• _ACTIVITY_: Look through the records below for the line with "position:absolute; left:16px; top:16px;" and the line with "position:absolute; left:759px; top:12px;", then return those lines and all lines between, exactly.

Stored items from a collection
#####

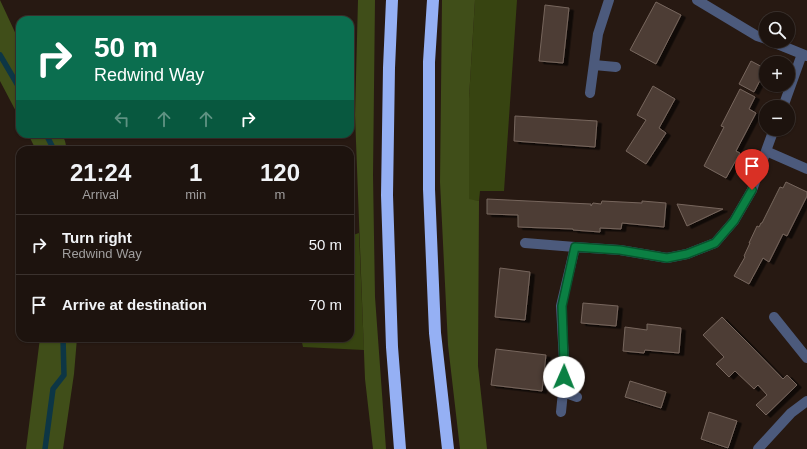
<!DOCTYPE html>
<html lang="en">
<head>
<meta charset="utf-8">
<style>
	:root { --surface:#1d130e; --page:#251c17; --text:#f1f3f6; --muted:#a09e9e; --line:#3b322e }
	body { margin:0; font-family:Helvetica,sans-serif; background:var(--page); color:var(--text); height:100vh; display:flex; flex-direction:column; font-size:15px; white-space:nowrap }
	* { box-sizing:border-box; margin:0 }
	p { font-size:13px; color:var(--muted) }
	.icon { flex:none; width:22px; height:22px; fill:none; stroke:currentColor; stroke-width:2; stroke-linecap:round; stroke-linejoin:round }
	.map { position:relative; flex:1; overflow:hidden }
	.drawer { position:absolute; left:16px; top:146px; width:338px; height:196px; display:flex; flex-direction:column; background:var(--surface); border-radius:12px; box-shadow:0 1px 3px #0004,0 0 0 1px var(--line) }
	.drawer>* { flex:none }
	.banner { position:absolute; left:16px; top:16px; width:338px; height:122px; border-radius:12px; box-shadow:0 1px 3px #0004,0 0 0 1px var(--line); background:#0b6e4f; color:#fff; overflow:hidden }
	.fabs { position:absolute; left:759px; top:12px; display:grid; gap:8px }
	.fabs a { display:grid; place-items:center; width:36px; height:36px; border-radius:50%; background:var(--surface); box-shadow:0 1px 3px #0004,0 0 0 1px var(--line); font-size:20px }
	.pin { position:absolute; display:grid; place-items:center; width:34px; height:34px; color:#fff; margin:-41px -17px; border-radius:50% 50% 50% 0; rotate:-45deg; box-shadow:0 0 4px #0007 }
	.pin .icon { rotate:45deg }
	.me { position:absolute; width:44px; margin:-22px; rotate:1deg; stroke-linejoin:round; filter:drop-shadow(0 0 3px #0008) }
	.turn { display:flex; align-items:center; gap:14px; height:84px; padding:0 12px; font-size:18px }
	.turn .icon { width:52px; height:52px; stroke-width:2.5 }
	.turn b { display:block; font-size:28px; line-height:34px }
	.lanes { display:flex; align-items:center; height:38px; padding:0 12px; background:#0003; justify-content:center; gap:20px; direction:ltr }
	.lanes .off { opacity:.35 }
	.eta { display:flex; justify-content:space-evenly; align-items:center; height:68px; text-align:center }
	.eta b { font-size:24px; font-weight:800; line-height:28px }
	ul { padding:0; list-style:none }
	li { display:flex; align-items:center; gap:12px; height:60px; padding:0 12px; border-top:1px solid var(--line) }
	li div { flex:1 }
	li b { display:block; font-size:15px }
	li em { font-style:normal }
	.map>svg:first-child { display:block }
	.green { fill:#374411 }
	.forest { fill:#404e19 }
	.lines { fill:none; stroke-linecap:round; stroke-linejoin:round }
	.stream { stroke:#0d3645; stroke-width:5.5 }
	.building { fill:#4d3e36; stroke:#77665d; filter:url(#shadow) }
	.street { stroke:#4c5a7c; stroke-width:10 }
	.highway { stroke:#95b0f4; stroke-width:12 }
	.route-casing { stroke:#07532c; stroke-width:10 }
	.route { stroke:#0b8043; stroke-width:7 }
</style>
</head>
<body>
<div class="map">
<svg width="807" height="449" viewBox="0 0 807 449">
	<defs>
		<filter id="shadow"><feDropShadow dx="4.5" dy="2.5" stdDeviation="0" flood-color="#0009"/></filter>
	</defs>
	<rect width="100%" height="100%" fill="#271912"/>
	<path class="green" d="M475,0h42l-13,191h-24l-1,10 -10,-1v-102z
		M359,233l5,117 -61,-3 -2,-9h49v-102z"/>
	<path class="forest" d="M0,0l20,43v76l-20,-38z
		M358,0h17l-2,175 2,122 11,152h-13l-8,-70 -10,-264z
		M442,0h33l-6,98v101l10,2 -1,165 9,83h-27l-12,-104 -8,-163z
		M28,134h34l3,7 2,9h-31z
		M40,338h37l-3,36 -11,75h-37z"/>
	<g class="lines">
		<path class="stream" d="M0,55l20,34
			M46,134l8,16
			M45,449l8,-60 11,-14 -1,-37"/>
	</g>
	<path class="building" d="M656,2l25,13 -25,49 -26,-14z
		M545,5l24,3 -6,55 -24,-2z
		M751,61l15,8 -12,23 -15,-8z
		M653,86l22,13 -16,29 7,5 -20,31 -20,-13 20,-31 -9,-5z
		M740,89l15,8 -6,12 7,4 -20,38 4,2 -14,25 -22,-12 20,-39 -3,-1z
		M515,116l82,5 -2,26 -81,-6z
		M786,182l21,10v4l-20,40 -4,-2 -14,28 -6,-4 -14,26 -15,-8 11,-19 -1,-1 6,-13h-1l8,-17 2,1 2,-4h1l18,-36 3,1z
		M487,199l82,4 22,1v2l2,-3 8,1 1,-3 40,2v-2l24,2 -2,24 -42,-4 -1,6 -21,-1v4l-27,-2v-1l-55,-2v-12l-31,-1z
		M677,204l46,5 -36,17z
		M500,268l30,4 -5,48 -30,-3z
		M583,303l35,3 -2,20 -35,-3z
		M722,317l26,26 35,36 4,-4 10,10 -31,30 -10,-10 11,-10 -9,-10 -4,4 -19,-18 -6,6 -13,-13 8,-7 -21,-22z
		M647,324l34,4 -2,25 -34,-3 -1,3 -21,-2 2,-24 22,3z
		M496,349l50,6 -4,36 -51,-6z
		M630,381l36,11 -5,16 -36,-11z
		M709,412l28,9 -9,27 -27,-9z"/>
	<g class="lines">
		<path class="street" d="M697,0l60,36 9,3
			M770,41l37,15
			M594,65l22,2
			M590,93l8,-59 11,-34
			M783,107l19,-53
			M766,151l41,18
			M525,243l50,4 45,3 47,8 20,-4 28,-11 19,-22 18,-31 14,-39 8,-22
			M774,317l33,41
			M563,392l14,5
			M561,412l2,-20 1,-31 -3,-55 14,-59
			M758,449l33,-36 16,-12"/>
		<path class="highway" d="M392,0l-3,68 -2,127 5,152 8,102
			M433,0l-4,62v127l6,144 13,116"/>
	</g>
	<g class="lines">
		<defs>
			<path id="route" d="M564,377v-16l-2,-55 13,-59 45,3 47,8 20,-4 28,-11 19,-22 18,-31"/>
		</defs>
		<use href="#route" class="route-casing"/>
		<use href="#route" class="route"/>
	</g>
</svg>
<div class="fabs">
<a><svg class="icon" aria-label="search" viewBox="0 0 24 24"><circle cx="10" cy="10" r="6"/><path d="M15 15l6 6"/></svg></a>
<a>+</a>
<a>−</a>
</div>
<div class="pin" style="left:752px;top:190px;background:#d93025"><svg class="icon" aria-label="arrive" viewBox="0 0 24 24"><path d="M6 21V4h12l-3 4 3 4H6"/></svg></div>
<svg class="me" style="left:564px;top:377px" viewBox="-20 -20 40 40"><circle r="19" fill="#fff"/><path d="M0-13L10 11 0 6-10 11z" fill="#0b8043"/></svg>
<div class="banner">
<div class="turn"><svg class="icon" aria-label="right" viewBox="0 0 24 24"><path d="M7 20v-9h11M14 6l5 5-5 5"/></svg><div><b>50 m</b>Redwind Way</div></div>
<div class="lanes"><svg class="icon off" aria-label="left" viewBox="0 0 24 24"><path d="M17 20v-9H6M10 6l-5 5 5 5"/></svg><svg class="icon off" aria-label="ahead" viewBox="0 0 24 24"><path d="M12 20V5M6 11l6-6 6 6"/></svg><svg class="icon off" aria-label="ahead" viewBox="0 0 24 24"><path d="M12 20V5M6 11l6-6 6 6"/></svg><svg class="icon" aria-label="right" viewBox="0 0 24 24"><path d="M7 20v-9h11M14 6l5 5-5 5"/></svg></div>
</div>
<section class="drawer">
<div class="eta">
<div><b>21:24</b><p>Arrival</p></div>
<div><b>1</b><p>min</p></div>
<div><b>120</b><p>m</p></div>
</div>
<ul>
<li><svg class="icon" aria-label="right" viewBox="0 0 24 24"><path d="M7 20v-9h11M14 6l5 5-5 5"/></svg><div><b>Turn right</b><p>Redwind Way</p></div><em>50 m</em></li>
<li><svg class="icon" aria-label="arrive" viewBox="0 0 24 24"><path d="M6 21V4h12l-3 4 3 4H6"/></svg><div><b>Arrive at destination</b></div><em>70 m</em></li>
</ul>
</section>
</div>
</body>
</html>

#####

• _RESPONSE BELOW_:
	.banner { position:absolute; left:16px; top:16px; width:338px; height:122px; border-radius:12px; box-shadow:0 1px 3px #0004,0 0 0 1px var(--line); background:#0b6e4f; color:#fff; overflow:hidden }
	.fabs { position:absolute; left:759px; top:12px; display:grid; gap:8px }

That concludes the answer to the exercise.